How many separate lines of the data contain "setLineDash"? Give the count and nothing else.

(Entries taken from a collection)
-- -- --

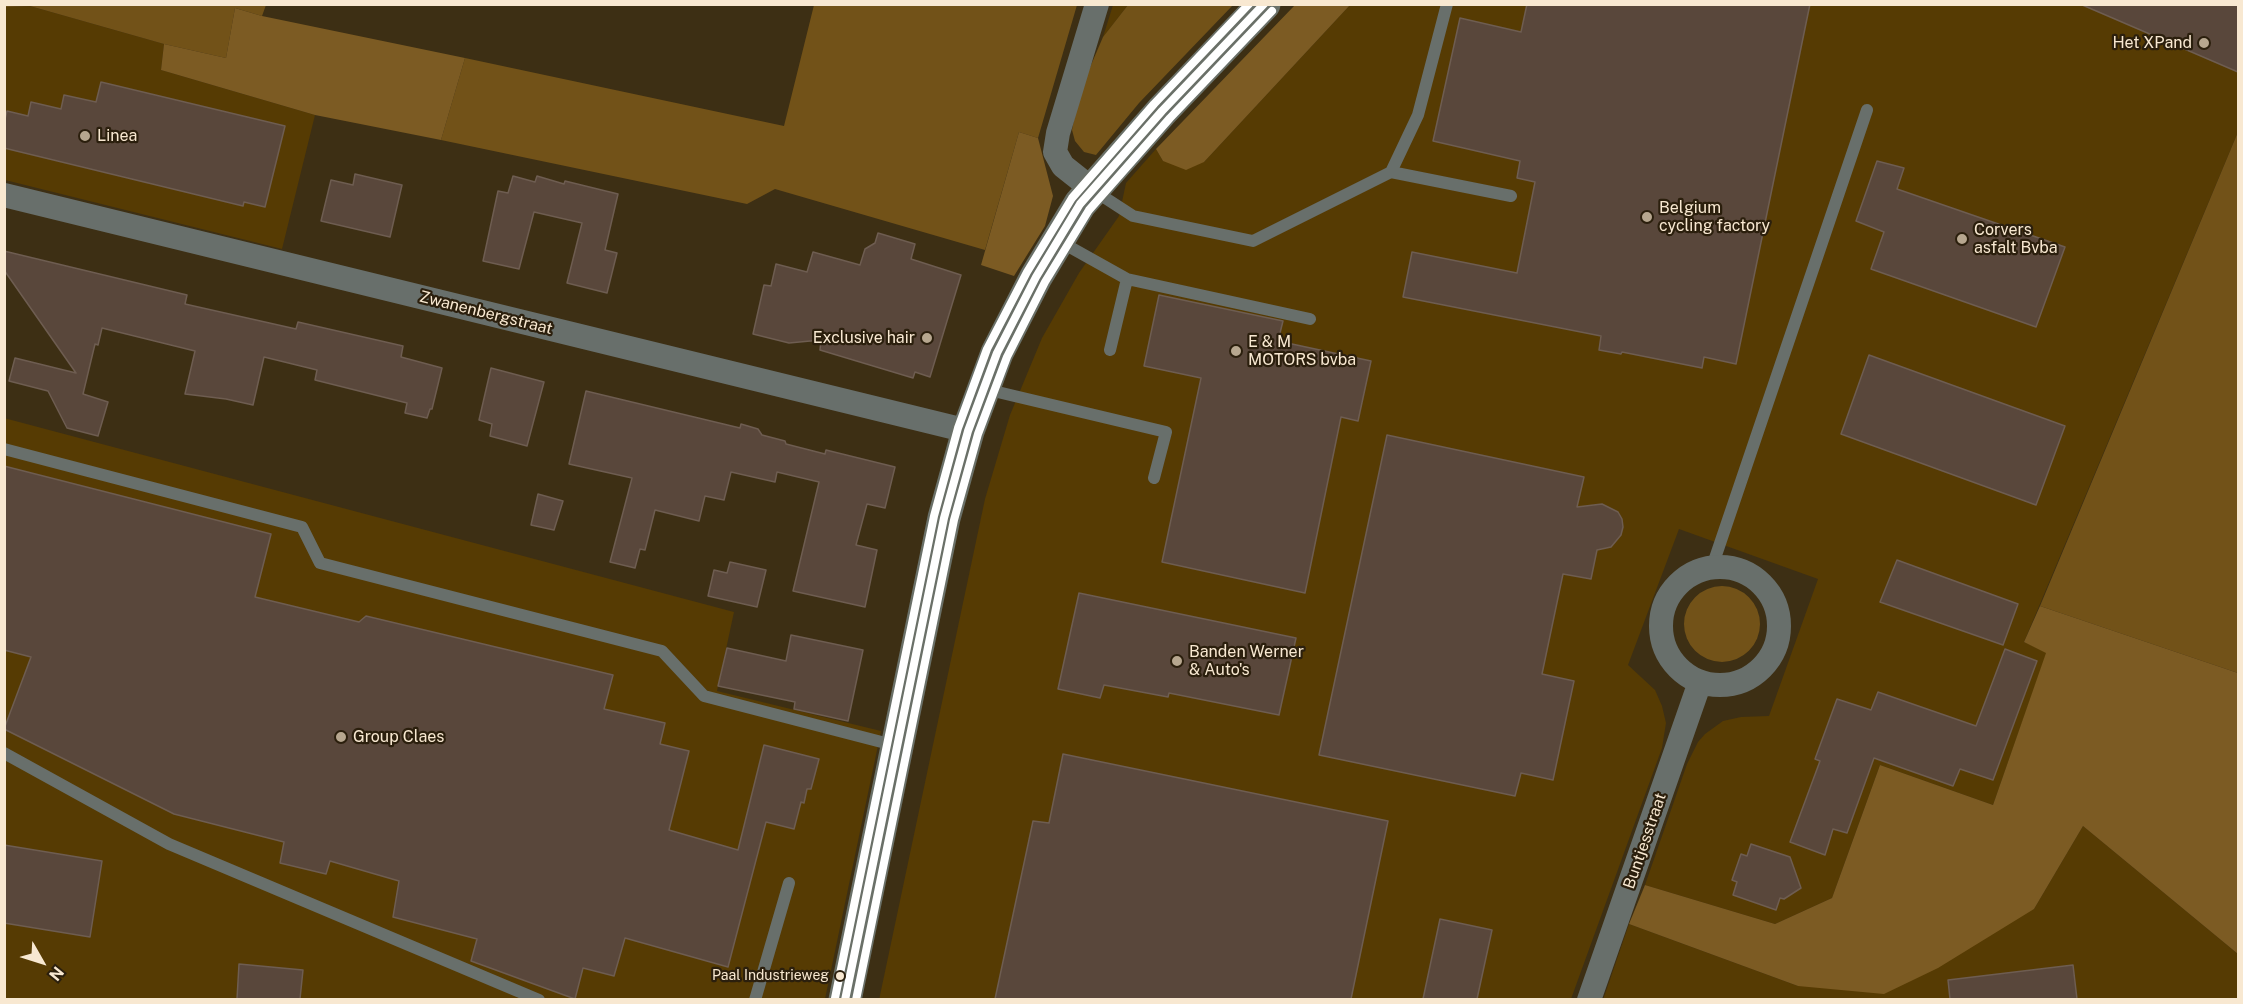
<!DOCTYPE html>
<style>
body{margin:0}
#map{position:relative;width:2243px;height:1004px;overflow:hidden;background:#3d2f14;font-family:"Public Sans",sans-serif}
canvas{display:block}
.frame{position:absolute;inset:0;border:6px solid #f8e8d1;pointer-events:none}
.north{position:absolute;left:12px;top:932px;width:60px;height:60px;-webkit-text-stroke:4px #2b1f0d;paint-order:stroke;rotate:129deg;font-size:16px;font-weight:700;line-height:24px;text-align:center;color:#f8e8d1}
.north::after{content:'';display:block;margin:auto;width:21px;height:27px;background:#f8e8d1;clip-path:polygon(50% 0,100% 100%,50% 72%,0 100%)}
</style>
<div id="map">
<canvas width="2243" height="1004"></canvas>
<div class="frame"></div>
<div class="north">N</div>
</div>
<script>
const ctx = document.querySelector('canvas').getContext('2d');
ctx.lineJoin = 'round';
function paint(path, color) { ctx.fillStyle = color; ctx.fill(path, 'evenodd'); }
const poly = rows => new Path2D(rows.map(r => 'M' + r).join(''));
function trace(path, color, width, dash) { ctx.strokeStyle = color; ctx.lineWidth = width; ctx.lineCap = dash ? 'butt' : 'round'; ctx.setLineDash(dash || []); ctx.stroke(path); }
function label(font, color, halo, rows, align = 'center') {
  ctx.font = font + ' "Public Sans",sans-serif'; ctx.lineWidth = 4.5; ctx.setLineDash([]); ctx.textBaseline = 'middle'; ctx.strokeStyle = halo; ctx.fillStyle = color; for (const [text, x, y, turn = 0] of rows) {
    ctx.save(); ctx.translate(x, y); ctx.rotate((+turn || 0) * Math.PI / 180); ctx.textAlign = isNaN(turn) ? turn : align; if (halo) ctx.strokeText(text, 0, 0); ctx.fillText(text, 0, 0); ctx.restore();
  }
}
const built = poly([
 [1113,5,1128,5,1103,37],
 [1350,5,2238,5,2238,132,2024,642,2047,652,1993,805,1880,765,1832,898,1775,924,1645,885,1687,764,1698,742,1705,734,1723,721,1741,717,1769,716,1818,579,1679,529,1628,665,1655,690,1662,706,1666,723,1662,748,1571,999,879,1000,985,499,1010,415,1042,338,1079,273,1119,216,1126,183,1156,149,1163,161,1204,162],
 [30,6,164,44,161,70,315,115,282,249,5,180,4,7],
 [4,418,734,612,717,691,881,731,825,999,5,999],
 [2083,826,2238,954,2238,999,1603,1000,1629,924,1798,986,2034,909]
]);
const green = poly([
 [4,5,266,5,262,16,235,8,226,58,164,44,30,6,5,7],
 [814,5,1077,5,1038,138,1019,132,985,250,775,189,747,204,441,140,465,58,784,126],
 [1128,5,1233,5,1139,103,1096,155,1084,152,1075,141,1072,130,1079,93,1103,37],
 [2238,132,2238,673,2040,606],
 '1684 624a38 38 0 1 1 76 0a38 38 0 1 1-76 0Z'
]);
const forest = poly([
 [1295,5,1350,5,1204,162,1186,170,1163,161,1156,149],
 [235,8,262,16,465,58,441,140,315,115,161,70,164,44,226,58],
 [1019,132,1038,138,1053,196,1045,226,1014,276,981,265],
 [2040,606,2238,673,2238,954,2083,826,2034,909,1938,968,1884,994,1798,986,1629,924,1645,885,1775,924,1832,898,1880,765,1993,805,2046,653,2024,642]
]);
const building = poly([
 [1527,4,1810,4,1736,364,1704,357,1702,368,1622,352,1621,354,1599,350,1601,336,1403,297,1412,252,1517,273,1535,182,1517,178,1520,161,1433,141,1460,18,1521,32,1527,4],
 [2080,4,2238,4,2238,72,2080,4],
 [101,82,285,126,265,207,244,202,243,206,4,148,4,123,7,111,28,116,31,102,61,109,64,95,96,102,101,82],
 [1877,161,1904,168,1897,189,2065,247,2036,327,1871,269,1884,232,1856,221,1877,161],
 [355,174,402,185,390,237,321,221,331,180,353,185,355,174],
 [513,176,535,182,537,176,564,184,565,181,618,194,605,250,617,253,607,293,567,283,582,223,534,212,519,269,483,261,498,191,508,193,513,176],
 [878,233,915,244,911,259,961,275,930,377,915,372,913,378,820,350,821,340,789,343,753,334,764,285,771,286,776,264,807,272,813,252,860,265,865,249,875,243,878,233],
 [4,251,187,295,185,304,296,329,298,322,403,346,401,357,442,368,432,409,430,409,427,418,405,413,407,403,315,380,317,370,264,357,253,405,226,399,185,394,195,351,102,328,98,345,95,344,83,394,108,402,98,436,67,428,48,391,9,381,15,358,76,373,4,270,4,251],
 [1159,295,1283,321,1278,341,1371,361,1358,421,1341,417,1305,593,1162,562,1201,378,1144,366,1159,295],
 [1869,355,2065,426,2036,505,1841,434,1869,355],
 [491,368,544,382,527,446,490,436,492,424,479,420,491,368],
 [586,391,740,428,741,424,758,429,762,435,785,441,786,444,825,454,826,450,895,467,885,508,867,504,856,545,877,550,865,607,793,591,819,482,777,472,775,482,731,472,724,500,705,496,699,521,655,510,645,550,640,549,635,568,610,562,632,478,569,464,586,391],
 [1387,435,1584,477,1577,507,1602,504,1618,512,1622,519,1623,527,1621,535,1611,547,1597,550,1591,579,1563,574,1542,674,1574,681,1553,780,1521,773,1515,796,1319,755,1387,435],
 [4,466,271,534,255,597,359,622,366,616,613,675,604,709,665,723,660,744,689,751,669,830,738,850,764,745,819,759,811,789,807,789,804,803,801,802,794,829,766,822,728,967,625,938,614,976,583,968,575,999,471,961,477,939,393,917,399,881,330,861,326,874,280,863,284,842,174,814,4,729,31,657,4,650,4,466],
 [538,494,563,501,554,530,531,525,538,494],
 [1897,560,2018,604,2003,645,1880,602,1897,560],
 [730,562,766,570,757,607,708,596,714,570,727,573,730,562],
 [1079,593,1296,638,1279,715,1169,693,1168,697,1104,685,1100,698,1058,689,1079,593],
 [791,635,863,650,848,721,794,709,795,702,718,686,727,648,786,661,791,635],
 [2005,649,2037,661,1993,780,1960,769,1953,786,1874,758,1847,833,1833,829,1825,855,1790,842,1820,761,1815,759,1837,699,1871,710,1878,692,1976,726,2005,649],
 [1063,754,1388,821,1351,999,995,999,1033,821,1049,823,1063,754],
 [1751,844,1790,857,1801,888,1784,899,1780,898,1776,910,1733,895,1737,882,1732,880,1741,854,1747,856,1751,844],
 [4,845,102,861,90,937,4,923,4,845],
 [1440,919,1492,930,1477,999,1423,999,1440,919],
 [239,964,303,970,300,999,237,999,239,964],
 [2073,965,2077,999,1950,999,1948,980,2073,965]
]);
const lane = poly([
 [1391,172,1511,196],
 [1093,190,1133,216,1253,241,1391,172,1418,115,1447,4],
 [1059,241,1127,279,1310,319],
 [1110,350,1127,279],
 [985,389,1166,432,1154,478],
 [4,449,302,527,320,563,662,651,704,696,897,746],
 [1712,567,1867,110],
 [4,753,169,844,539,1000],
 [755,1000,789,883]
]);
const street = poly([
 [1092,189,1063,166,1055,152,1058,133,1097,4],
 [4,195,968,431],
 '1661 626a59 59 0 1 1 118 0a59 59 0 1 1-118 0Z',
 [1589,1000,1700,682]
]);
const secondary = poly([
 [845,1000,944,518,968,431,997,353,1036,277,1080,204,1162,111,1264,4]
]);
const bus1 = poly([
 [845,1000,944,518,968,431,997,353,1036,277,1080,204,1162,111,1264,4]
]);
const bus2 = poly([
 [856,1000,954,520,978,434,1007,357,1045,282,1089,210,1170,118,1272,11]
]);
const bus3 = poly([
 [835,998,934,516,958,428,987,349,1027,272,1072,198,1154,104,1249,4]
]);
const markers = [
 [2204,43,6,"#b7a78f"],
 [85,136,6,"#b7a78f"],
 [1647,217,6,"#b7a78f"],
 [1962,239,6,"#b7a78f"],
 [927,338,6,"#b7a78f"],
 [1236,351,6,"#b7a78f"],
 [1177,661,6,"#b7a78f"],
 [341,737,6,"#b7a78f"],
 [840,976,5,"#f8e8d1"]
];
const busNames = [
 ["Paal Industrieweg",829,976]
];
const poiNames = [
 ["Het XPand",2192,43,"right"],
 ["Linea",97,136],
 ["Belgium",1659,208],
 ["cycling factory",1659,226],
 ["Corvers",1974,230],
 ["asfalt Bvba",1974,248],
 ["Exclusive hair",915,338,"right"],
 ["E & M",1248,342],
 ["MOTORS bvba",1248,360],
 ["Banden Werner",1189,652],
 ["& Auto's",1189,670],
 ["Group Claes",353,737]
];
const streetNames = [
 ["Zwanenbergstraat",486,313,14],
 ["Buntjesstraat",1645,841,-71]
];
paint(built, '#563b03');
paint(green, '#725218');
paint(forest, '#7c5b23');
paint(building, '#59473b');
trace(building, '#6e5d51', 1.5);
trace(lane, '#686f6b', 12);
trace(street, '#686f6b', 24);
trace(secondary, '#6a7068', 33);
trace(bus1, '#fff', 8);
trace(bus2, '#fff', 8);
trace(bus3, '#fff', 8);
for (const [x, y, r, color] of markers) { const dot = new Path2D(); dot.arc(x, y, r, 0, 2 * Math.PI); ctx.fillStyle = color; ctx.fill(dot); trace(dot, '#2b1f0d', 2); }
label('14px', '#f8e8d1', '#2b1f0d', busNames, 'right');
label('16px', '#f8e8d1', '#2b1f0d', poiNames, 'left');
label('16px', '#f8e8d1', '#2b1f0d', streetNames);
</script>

-- -- --

▶ Finished exercise
2